▶ What needs to be done
Type out every line below exactly as it reads.

▶ Supplied data

-- Opening Marker --

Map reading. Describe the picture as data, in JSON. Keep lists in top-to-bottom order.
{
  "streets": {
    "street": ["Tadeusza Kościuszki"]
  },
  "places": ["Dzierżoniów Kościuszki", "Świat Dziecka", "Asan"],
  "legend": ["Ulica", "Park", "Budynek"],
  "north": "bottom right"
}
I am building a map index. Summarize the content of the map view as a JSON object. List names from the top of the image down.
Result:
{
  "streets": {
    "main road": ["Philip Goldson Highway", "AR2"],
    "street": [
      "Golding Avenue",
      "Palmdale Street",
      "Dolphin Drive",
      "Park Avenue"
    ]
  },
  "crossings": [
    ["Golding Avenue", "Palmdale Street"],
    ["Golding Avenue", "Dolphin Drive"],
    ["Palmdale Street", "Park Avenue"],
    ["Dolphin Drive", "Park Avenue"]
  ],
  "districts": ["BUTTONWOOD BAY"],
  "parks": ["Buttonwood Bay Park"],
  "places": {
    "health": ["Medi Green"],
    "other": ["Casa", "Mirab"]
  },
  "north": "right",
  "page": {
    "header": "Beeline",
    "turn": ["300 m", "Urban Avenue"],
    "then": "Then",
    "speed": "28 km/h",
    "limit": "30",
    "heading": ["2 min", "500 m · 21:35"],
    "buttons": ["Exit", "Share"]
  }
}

-- Closing Marker --

▶ Result below
Map reading. Describe the picture as data, in JSON. Keep lists in top-to-bottom order.
{
  "streets": {
    "street": ["Tadeusza Kościuszki"]
  },
  "places": ["Dzierżoniów Kościuszki", "Świat Dziecka", "Asan"],
  "legend": ["Ulica", "Park", "Budynek"],
  "north": "bottom right"
}
I am building a map index. Summarize the content of the map view as a JSON object. List names from the top of the image down.
Result:
{
  "streets": {
    "main road": ["Philip Goldson Highway", "AR2"],
    "street": [
      "Golding Avenue",
      "Palmdale Street",
      "Dolphin Drive",
      "Park Avenue"
    ]
  },
  "crossings": [
    ["Golding Avenue", "Palmdale Street"],
    ["Golding Avenue", "Dolphin Drive"],
    ["Palmdale Street", "Park Avenue"],
    ["Dolphin Drive", "Park Avenue"]
  ],
  "districts": ["BUTTONWOOD BAY"],
  "parks": ["Buttonwood Bay Park"],
  "places": {
    "health": ["Medi Green"],
    "other": ["Casa", "Mirab"]
  },
  "north": "right",
  "page": {
    "header": "Beeline",
    "turn": ["300 m", "Urban Avenue"],
    "then": "Then",
    "speed": "28 km/h",
    "limit": "30",
    "heading": ["2 min", "500 m · 21:35"],
    "buttons": ["Exit", "Share"]
  }
}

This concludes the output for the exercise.